Here, at what was then Coyne-Mecklenburg Manufacturing, the lamps rattled down the line, and Finishing Inspector 65 waited until the conveyor belt’s padded square slid under her, at which point she pushed the middle amber Pause button on her control box and grabbed the lamp after the belt stopped, examining each of the surfaces suspended in front of her, averaging one unit every minute, taking no more time than that for her evaluation, and after approving the product, slapping a small gold-foil sticker on the bottom and pushing the top green button on her control box, which started the belt again and sent the units towards Shipping & Receiving where a Shipping Specialist carefully rolled the lamps inside bubble wrap, buried them inside a mound of Styrofoam peanuts, and added the shades before taping shut the box and sliding it onto a pallet that a forklift would drive into one of C-M’s delivery trucks. A stopwatch on Inspector 65’s left ticked on the second the belt stopped for her inspection; a crib sheet on her right, a palm-sized book in a small butterfly-shaped cradle, reminded her what she was responsible for at that point in the process, should she become lost or unsure; but she hadn’t opened or felt the urge to refer to any of the stained, dogeared pages in her time standing there all those years.
But this lamp, your lamp, a lamp that was as common as a cloudless blue sky in spring and was as homogeneous as the lamps that rolled before it and the lamps that waited in line after it, this lamp, your lamp, was in her hands when the conveyor belt jerked to a stop.

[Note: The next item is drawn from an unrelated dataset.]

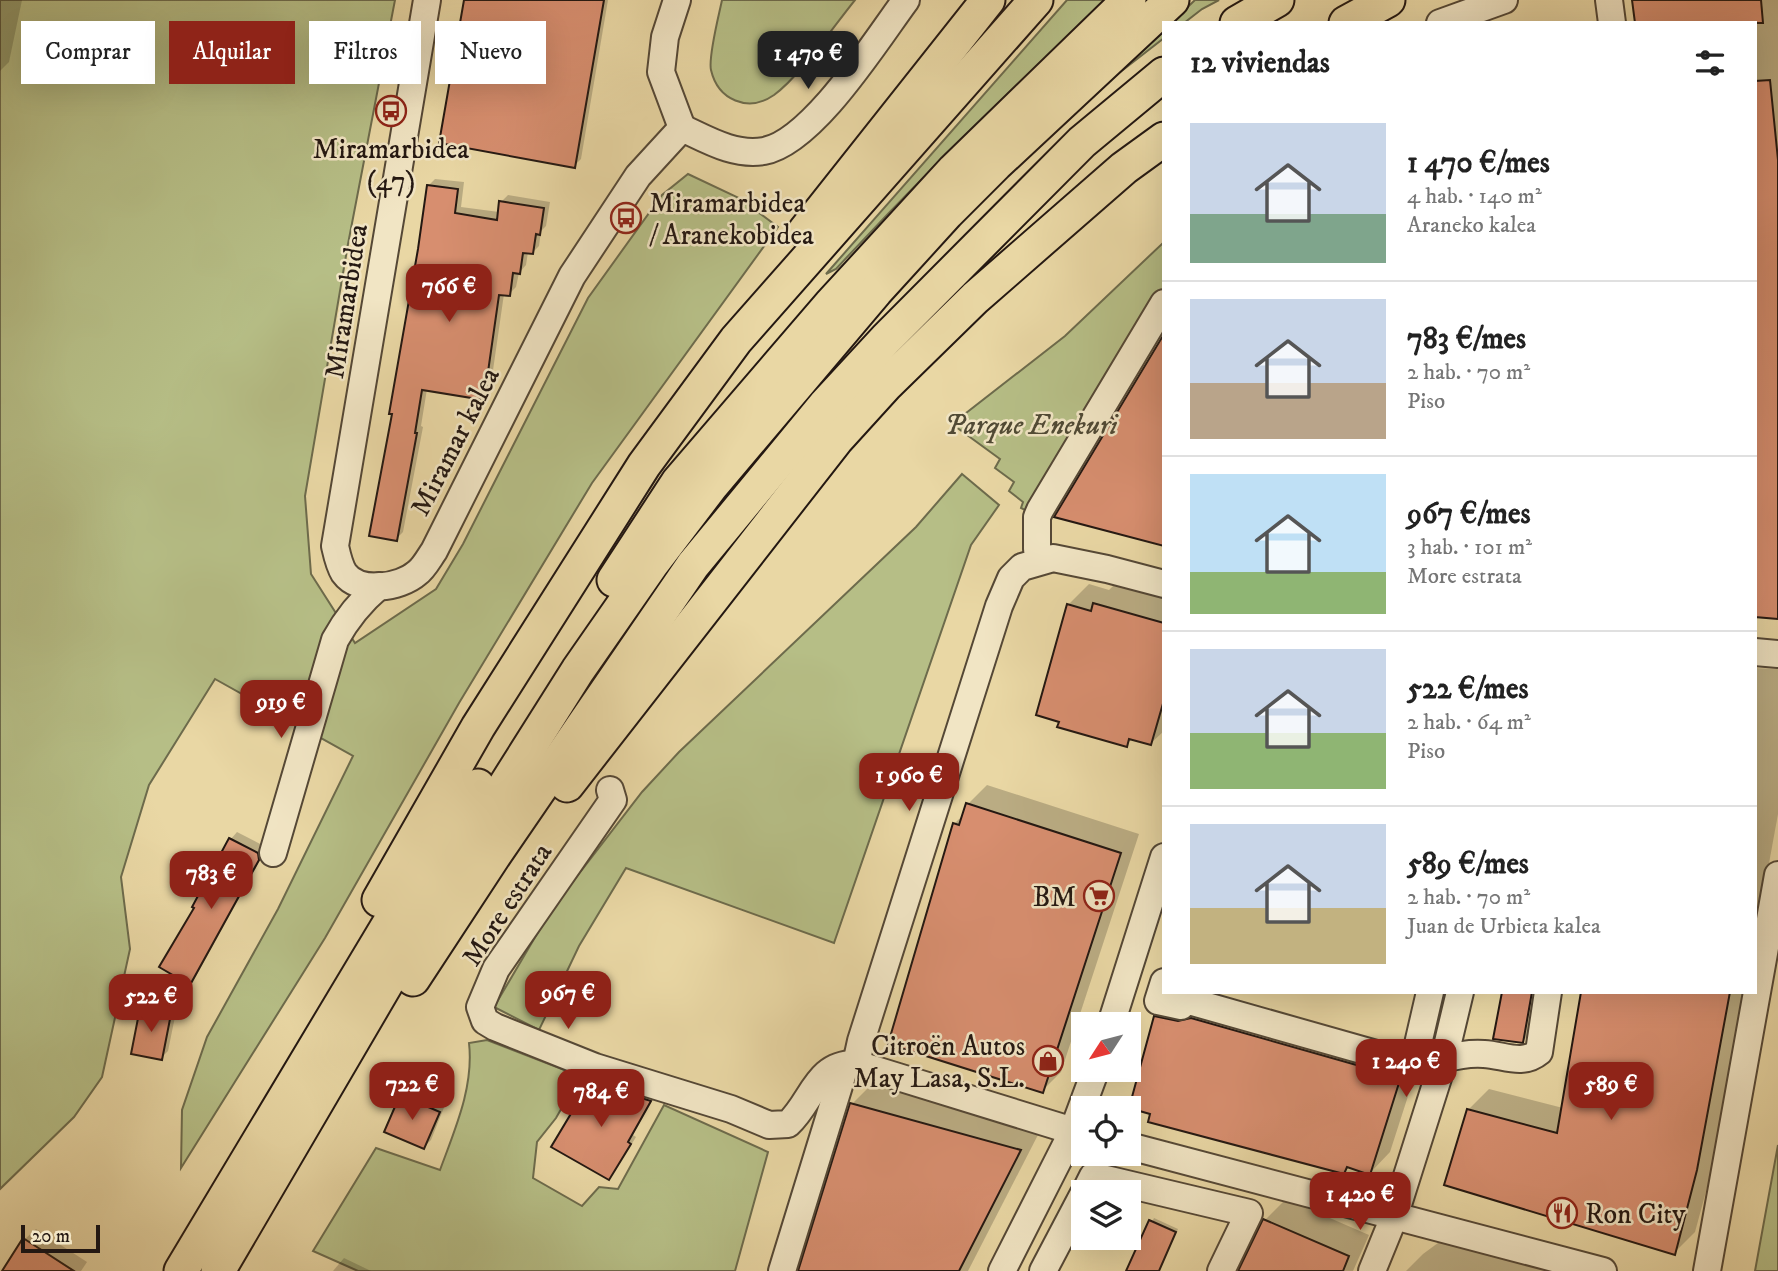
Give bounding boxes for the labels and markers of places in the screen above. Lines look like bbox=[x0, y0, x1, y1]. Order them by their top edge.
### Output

And you may recall them telling you that someone at the factory had tampered with the bottoms of the new springtime lamps—not all of them, but most. The attacks, as management called them, seemed random. Some of the lamps had marks; others didn’t. All of those lamps looked the same, though they were advertised otherwise: unique for that spring season and available at an unbelievable price; Easter-tinted, hand-crafted, and European-influenced; “one of a kind.” There was no obvious reason as to why some of the lamps received the tattoo and others didn’t.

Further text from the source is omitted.